Friday was one of those aviation days where everything goes right.
The morning started around 9am with a presolo student in a 172. He has been making steady progress in the pattern, and now can reliably deliver himself to the threshold on speed and in configuration. The flare itself is eluding him, but it won't elude him for long at the rate he's going.
The flight school was having a pizza party, so he and I ate and talked with some other pilots, good airport bum time. But it was time to go: I was headed to the gliderport in my club's Archer. Heading from business-on-the-airfield to business-on-the-airfield, is there any other way to go?
The flight was just miserable, steady turbulence and lots of up-and-down drafts, so I had a big smile on my face when I landed. It was going to be a good soaring day.
(In a power airplane, you blast through the thermal, each one giving you a little slam. In a glider, you circle inside at least some of the thermals. The turbulence comes from passing through the thermal, not from being in it.)
We got my Jantar ready and I launched. The tow was rough, and once I was very surprised to see that I was above the tow plane but in its wake. WTF? The tow pilot thought that I had released in one of the bumps, so started to descend with me attached.
I had a student due at 4pm, and I kept calling down to see if he had arrived. "No sign of him, enjoy your flight," Adam reported. Brad was in the 1-34 and we thermaled together for a quite a while.
But I had more than enough altitude to explore, and headed north. I got about 10 miles from the airport, still above glide path, alternating between dolphin flight and circling. I called on the radio; André still wasn't there. But I did not not want to stray too far.

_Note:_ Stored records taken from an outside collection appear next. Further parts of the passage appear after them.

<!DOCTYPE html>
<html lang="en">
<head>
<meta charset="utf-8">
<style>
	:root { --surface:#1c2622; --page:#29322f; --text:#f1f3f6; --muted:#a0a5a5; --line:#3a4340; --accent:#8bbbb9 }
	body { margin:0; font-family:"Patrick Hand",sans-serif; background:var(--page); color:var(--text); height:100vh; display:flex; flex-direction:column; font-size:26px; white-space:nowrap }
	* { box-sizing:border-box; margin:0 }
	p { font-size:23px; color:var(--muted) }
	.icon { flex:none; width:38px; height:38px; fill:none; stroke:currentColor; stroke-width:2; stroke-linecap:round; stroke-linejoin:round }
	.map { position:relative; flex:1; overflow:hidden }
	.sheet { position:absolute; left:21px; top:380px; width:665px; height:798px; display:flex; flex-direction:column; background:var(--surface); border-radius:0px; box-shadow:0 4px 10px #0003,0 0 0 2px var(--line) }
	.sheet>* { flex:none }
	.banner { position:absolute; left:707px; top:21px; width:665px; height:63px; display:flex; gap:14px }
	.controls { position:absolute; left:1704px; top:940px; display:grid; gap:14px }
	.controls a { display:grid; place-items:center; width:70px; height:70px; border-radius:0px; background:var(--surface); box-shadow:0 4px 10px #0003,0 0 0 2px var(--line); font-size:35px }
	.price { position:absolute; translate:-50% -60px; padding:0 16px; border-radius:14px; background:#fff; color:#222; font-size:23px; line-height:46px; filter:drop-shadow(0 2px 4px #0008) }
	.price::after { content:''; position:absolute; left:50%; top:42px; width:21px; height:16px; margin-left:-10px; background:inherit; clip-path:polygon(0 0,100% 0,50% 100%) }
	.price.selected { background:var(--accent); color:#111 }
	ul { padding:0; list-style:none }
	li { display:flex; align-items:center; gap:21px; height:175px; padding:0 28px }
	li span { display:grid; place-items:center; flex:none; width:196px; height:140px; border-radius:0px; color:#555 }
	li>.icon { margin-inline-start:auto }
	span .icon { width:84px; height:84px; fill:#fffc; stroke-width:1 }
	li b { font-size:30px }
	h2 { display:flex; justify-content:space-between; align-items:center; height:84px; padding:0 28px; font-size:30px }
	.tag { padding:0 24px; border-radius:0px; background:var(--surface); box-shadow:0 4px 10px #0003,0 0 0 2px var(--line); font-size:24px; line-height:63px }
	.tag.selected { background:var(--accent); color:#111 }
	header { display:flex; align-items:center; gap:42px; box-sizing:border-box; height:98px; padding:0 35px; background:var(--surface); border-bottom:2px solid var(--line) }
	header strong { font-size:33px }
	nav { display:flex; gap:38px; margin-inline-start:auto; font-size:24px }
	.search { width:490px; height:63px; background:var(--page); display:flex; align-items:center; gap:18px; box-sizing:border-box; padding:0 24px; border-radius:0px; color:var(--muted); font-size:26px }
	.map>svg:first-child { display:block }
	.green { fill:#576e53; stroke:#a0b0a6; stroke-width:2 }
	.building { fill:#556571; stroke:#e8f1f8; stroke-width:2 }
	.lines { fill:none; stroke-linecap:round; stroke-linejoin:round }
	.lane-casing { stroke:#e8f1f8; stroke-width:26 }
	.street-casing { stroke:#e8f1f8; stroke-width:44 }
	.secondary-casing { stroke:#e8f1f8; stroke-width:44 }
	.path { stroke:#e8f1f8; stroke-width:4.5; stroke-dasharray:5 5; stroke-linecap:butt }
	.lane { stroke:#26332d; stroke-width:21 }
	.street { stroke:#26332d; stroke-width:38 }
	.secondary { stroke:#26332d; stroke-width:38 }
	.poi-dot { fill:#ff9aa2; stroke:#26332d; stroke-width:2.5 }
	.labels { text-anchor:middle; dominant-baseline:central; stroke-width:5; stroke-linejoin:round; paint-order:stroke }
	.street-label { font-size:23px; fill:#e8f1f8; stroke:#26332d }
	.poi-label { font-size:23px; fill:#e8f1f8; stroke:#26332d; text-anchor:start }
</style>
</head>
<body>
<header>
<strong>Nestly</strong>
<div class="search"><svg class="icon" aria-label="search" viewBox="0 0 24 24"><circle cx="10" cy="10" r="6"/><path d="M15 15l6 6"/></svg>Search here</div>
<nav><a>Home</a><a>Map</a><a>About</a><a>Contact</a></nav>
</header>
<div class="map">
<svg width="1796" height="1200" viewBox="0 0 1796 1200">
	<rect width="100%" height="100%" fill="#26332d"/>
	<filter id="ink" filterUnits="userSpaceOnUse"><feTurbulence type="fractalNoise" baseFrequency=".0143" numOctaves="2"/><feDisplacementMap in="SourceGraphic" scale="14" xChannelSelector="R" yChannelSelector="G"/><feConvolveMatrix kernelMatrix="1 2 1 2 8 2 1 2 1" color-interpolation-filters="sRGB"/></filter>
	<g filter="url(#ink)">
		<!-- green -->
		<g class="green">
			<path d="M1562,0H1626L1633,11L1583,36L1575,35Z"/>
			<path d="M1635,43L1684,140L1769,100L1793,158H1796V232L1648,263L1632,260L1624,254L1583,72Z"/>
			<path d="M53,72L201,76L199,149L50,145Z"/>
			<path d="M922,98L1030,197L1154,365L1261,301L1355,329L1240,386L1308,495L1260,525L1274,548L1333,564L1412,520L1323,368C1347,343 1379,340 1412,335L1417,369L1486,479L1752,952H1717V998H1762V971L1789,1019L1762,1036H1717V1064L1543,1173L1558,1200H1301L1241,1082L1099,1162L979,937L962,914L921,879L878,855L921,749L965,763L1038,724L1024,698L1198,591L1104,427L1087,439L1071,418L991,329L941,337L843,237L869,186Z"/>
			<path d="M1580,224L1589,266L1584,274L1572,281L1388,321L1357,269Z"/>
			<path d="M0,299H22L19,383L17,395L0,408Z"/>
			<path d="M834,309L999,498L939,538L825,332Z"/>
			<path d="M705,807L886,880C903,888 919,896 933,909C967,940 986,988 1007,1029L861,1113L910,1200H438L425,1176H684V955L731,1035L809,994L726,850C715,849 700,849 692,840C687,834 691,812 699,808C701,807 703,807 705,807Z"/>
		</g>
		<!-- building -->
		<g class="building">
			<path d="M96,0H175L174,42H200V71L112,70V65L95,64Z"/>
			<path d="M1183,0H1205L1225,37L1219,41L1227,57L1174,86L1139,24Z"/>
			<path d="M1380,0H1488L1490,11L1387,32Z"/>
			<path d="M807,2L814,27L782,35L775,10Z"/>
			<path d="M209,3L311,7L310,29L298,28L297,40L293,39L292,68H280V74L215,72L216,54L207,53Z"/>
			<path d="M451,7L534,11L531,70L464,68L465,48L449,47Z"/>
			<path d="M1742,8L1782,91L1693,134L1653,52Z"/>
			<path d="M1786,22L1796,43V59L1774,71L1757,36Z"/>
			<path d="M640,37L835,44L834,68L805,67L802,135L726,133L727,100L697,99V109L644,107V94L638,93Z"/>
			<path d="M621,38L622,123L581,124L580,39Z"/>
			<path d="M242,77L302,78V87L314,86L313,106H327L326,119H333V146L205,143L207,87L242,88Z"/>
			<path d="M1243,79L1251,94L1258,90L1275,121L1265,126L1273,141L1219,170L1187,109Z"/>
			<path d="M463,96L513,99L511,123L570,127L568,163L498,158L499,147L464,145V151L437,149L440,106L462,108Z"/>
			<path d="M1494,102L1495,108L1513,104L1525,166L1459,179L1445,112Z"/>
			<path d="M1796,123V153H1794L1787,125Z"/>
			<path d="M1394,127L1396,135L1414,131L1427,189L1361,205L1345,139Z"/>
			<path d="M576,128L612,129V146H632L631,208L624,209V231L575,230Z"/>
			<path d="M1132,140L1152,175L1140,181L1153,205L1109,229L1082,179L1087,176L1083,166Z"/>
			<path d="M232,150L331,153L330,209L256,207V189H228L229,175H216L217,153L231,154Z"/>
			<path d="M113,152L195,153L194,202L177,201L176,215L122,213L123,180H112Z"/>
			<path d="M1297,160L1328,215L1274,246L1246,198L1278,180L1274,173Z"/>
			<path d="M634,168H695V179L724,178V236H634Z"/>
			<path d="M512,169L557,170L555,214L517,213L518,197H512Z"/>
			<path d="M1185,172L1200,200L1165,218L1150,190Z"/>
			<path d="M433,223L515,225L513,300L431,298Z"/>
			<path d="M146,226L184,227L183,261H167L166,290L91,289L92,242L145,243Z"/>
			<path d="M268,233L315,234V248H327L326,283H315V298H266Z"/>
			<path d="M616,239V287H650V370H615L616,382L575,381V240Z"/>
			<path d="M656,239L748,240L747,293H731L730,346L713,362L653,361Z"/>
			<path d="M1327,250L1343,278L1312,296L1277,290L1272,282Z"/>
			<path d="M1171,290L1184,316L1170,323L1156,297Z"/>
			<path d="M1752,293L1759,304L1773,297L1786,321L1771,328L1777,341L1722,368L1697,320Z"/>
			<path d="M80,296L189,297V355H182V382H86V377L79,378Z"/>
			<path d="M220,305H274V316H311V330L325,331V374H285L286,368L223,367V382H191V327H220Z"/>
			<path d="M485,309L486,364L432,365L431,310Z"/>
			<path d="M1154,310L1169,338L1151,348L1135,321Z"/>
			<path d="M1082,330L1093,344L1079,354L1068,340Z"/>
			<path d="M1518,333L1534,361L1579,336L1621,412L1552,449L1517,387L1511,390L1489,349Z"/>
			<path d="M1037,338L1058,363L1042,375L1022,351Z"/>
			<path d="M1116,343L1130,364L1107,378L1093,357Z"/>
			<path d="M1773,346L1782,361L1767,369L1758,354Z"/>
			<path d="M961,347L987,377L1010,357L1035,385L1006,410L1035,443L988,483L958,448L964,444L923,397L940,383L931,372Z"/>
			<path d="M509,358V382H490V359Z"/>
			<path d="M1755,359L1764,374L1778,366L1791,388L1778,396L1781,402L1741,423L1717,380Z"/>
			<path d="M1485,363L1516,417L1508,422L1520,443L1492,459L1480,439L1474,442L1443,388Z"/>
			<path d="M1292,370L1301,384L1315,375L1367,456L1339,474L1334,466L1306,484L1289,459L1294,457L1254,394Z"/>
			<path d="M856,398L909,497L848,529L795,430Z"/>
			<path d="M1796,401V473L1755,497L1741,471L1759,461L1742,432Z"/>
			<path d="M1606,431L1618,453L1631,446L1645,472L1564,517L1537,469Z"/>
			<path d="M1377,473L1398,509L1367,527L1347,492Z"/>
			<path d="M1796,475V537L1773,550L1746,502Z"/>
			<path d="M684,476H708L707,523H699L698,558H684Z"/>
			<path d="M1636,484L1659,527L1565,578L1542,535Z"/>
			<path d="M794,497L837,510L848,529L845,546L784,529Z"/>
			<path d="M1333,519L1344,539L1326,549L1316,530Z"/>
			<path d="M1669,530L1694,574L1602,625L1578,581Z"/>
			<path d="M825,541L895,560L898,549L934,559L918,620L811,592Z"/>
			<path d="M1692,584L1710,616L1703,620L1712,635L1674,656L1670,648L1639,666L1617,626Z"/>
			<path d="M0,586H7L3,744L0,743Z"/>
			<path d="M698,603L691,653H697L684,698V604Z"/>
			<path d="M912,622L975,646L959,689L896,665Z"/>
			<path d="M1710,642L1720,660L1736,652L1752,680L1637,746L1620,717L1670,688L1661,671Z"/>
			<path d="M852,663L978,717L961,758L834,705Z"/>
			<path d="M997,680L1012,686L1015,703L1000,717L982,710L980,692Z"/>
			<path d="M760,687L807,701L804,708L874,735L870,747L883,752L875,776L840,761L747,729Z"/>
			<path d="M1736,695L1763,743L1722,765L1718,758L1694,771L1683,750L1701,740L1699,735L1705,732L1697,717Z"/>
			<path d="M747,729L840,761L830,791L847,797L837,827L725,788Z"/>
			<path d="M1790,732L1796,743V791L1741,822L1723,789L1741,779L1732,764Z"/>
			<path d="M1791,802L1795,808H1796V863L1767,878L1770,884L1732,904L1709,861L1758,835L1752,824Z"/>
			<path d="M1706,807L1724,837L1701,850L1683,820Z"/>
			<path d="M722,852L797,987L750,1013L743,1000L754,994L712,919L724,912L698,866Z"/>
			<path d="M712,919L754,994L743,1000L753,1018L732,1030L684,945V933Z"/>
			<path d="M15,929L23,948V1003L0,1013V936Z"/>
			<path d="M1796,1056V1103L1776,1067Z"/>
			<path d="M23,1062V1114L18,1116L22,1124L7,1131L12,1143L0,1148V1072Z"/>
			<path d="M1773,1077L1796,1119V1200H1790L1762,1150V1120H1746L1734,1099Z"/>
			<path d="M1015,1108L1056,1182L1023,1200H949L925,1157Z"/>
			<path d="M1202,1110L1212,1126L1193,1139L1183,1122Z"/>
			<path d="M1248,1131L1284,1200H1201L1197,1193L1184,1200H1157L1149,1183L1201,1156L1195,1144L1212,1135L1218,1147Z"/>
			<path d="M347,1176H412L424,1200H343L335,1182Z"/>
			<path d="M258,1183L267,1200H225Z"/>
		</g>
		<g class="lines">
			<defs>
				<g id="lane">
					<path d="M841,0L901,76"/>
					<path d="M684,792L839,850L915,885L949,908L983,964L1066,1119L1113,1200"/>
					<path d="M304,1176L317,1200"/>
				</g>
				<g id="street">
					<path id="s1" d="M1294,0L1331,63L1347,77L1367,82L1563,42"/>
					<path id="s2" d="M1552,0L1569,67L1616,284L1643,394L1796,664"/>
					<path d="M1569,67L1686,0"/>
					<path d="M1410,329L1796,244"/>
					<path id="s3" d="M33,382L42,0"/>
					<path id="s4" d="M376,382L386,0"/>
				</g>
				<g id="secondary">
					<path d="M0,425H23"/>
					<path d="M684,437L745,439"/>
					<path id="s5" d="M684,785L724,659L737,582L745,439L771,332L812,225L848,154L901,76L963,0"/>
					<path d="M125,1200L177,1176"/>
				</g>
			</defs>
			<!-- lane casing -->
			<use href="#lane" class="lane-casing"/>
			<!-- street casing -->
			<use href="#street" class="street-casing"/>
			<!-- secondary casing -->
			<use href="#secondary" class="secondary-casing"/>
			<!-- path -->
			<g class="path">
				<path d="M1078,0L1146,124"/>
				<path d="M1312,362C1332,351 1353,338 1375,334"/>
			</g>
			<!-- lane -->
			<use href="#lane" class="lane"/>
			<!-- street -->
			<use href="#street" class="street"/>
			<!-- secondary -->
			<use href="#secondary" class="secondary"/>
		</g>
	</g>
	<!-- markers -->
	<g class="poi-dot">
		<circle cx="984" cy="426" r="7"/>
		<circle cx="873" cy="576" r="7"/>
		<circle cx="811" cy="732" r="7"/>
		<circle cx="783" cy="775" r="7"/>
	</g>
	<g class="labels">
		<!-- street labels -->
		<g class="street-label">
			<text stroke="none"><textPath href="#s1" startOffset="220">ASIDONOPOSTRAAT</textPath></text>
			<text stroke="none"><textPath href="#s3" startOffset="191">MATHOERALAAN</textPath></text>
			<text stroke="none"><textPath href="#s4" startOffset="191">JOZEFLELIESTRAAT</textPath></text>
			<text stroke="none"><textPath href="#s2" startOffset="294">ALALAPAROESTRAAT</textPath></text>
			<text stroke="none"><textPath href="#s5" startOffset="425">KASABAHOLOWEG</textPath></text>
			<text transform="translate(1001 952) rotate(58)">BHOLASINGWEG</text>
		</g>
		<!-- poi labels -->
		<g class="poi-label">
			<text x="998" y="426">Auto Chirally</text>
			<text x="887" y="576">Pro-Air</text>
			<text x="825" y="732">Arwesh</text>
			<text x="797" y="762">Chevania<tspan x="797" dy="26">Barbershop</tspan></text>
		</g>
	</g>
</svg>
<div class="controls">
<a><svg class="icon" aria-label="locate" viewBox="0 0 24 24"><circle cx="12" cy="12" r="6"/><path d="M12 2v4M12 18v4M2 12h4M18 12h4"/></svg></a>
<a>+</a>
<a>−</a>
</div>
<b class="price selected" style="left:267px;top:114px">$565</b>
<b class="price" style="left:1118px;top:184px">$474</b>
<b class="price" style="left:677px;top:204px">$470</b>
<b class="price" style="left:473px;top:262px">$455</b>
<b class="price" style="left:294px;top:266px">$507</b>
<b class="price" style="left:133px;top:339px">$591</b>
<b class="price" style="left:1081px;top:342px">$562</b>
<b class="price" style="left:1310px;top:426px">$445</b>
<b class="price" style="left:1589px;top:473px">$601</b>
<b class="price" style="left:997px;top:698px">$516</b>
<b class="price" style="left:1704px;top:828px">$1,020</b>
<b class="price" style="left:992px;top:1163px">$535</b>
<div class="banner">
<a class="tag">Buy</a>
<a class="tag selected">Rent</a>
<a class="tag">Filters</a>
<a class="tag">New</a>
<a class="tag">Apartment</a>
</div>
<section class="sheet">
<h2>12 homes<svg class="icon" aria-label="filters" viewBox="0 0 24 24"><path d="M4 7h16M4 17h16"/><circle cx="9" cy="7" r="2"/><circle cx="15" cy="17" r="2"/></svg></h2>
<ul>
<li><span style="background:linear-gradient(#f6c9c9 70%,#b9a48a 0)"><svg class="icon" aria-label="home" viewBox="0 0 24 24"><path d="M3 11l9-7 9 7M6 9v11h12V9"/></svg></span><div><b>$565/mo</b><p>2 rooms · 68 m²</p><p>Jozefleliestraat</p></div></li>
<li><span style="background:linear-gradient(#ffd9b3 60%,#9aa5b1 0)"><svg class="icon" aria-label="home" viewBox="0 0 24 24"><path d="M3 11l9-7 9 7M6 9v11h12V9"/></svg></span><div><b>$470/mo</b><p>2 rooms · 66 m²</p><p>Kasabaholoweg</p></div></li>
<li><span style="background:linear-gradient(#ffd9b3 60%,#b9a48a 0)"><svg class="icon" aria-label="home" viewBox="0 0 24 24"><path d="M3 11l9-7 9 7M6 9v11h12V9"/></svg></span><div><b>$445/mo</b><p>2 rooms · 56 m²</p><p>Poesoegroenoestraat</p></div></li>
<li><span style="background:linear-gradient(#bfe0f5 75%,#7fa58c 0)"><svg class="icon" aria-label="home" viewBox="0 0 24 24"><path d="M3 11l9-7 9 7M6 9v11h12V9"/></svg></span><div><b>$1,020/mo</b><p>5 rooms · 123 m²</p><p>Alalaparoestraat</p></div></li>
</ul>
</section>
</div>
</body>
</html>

André finally arrived, but said that it would take some time to get ready, so I began to circle the field well above pattern altitude. I headed south to a thermal, then made a high-speed run back to the airport to see how André was coming with the Blanik. It hadn't moved yet, so I did a chandelle and headed back to the thermal. Another run to the airport ended in a pair of steep turns, then back.
Finally I saw the Blanik moved and headed in to the airport. I ran the speed up to 90 but was only sinking at 2 knots, and even found some zero sink. I was way too high for the downwind, so I did a big wide circle around the airport to enter downwind, still a little high. Gear down, dive brakes out, a nice pattern and an absolutely rotten landing. Yucko.
André is post-solo but it had been a few weeks so I wanted to ride around the patch with him in the Blanik once before sending him off. He flew the pattern well, so I had him take a high tow and headed to the FBO for an ice cream. We watched him release, right in the thermal I had been working, so I was sitting in the FBO office for a while enjoying the ice cream.
When we came back out he was entering the pattern. He had not been able to stay in the lift. Since the tow pilot had left, he was done for the day.
We put the Blanik away and I headed back to the Archer for the flight home. I took off at 8pm, exactly, and ended up with a 12 hour duty day by the time I landed. Charter regulations limit pilots to 14 hours, and I have gone longer on ferry flights, but on autopilot in the flight levels is less work than centering a thermal, so I was pretty tired.
On paper, it was a lot like a charter pilot day: 12 hours of duty, 5.2 hours, 10 landings. But, I flew four types in two categories, and I really flew, rather than sitting back and drinking coffee.
One more thing. A charter pilot would have been paid, and while the students paid a little for my time, I still had to pay for the Archer, so there was a small net loss. But who cares? I did it for fun, after all.